Mr. Dougba wrote that Yarclay ventured with UTE about 3 years ago, with the intention of providing prepaid calling cards but that did not last long. Cards were printed and sold with no services provided. Several retailers around the Dallas area are still looking for Yarclay to collect refund for the prepaid cards he sold to them.

Yarclay was reportedly employed as a sales clerk with an aviation company in Dallas, Texas after moving from Minnesota. He started a Tax business in the early 1990's and ended up in jail for tax fraud.

This record is available with the Dallas County and Tarrant County (both in Texas) and in the Texas State Attorney General's office. Back from jail after serving his term, Mr. Yaclay filed for bankruptcy when he could not pay his creditors. He later worked as a car sales man in the Dallas area in the late 1990s.

In a recent interview with the Daily Observer, Yarclay admitted that he did file for bankruptcy: "It is true that I filed a Chapter 7 in 1999 because I had some problem with the IRS and I did so to protect my assets from them. The matter has long since been resolved. The filing was personal and had nothing to do with Universal Telephone Exchange, Inc.(UTE)., my current company."
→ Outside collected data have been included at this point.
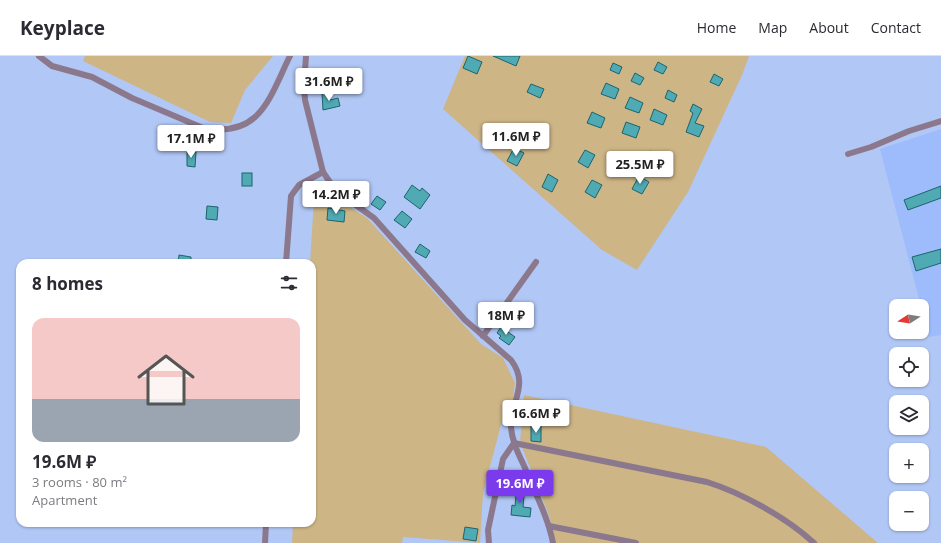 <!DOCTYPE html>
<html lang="en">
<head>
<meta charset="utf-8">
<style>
	body { margin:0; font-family:"Open Sans",sans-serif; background:#f2f2f3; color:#2b2b33; height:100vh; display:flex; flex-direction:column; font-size:15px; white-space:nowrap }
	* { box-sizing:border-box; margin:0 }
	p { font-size:13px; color:#7c7c81 }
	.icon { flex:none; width:22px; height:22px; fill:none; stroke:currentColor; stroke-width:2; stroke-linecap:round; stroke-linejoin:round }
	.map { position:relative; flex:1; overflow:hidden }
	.panel { position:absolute; left:16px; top:203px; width:300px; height:268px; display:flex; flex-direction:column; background:#fff; border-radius:12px; box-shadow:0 1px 3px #0004 }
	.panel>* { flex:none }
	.needle { width:26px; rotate:258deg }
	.controls { position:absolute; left:889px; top:243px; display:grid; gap:8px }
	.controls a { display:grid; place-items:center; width:40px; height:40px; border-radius:8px; background:#fff; box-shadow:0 1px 3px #0004; font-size:20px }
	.price { position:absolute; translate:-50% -34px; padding:0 9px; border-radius:4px; background:#fff; color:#222; font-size:13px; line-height:26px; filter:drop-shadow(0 1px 2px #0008) }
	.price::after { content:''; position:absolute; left:50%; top:24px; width:12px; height:9px; margin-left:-6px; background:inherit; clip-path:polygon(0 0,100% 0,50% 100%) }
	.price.active { background:#7c3aed; color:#fff }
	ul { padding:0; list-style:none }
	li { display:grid; align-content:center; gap:8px; height:212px; padding:0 16px }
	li+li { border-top:1px solid #e1e1e2 }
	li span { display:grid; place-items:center; height:124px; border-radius:12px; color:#555 }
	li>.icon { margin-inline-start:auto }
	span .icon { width:72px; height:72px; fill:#fffc; stroke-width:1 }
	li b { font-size:17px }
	h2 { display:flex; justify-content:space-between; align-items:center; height:48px; padding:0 16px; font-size:17px }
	header { display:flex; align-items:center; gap:24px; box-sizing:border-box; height:56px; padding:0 20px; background:#fff; border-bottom:1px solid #e1e1e2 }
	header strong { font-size:19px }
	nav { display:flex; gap:22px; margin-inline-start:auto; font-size:14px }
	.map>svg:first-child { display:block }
	.built { fill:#9ebcfc }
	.green { fill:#cdb586 }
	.building { fill:#50aab4; stroke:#1c646c }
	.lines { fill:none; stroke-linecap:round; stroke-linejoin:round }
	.street { stroke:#8c788d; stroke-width:6 }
</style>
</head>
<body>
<header>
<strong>Keyplace</strong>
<nav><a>Home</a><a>Map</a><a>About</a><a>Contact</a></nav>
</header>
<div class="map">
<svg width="941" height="487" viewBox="0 0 941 487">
	<rect width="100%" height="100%" fill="#b1c7f5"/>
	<polygon class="built" points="941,73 941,279 929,281 880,93"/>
	<g class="green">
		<polygon points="85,0 273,0 245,34 231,67 210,66 83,5"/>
		<polygon points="465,0 749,0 742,19 688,136 637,214 602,194 443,53"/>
		<polygon points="315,128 367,162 481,288 503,302 515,327 513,343 508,350 501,369 483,437 480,487 403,481 402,487 292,487 293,467 312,467 312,207 310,207"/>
		<polygon points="524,339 766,391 878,487 554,487 550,462 520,386"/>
	</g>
	<g class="building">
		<polygon points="468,0 482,6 477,18 463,12"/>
		<polygon points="493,0 520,0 516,10"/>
		<polygon points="658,6 667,11 663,18 654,14"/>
		<polygon points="613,7 622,11 619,18 610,14"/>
		<polygon points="635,17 644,22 640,29 631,25"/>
		<polygon points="714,18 723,23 719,30 710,26"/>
		<polygon points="606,27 619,33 615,43 601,38"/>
		<polygon points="531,28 544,33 540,42 527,36"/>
		<polygon points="668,34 677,39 674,46 665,42"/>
		<polygon points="328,36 330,44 338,42 340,50 323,54 322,37"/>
		<polygon points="630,41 643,47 639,57 625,52"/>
		<polygon points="693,48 702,53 695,67 704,70 699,81 686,76 693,57 690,55"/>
		<polygon points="654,53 667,59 663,69 650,64"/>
		<polygon points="592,56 605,62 601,72 587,67"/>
		<polygon points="626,66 640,71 636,82 622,77"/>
		<polygon points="514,92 524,97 517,110 507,105"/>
		<polygon points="585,94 595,99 588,112 578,106"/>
		<polygon points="187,95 196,96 195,111 187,110"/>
		<polygon points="650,95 663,100 659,111 645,106"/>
		<rect x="242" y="117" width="10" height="13"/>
		<polygon points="548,118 558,124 552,136 542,131"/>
		<polygon points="639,120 649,126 642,138 632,133"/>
		<polygon points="592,124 602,129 595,142 585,136"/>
		<polygon points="412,129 420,135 422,132 430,139 420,153 404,141"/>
		<polygon points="941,130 941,142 908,154 904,144"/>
		<polygon points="377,140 386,146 380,154 371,148"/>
		<polygon points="207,150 218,151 217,164 206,163"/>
		<polygon points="328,152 345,155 344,166 327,164"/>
		<polygon points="402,155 412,163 405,172 394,164"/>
		<polygon points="420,188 430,195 426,202 415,196"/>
		<polygon points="941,193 941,207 916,215 912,201"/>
		<polygon points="179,199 191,201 191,207 178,207"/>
		<polygon points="501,271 515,281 509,289 499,282 501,280 497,277"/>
		<polygon points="531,370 541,370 541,386 531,385"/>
		<polygon points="517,429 525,430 523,451 531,452 530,461 511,459 512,449 515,450"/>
		<polygon points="465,471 478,473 476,485 463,483"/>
	</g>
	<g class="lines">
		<g class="street">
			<path d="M39,0L52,10L92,21L132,42L203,72C261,82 269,42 290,0"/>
			<path d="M306,0L304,29L305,44L323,116L336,135L374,162L465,264L511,304C530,329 510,346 511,371C512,386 519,399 525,412C535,437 548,461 553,487"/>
			<polyline points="848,98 871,91 909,75 941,65"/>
			<polyline points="286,207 291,140 299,129 323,116"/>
			<polyline points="483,280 536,206"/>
			<polyline points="549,470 636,487"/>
			<polyline points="265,487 266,467"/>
			<path d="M489,487L488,474L503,403L514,387L707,426C742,437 787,462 814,487"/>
		</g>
	</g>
</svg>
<div class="controls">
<a><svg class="needle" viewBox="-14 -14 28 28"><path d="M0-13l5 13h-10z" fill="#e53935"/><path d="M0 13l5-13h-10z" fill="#7c7c81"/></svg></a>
<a><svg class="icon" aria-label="locate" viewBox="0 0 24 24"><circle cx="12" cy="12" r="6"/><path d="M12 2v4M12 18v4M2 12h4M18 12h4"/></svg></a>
<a><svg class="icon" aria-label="layers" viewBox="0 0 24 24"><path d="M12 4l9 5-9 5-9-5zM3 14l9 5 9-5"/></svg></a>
<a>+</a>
<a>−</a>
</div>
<b class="price" style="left:329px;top:46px">31.6M ₽</b>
<b class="price" style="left:516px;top:101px">11.6M ₽</b>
<b class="price" style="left:191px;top:103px">17.1M ₽</b>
<b class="price" style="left:640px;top:129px">25.5M ₽</b>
<b class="price" style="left:336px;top:159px">14.2M ₽</b>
<b class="price" style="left:506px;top:280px">18M ₽</b>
<b class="price" style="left:536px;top:378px">16.6M ₽</b>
<b class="price active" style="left:520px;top:448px">19.6M ₽</b>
<section class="panel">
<h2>8 homes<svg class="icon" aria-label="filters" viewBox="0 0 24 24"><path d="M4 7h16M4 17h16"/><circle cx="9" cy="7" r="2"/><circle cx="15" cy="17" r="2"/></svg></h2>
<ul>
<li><span style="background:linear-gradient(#f6c9c9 65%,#9aa5b1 0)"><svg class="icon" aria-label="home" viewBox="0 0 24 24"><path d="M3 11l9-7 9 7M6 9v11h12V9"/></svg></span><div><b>19.6M ₽</b><p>3 rooms · 80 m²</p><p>Apartment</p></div></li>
</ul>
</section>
</div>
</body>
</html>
Dougba said he is 100% for the privatization but warned that it must be done very carefully, with the right investor with a proven world wide track record. He said he has known Mr. Yaclay for a long time, in Minnesota, USA, and he is a good friend. But for him to take up such a venture after failing almost every project he has undertaken in the United States "leaves me to wonder what he is going to contribute, what did he show to pre qualify for a bid for LTC? Was he the only bidder? Is this the reward for the visit he paid to Mr. Bryant while he was visiting the US? Yes Yarclay does have a track record of failures and that is all he can show," Mr. Dougba. .

Mr. Yarclay said that UTE was not in existence when the bankruptcy incident took place and therefore has no effect on his financial circumstances today.

Yarclay was taken aback by claims by the Liberian Ambassador to the U.S., Charles A. Minor, who told the Daily Observer that he did not know Yarclay. "It is unfortunate that he (Minor) does not remember me when in fact the two met during Bryant's visit to Texas for his son's graduation last year".

Yarclay's meeting with Chariman Bryant in Texas is bound to raise ethical questions in some quarters as to whether the bidding process for Telecom was a mere formality after all, considering the fact that Bryant had already come in contact with one of the key bidders, UTEI, a year ago during his Texas visit.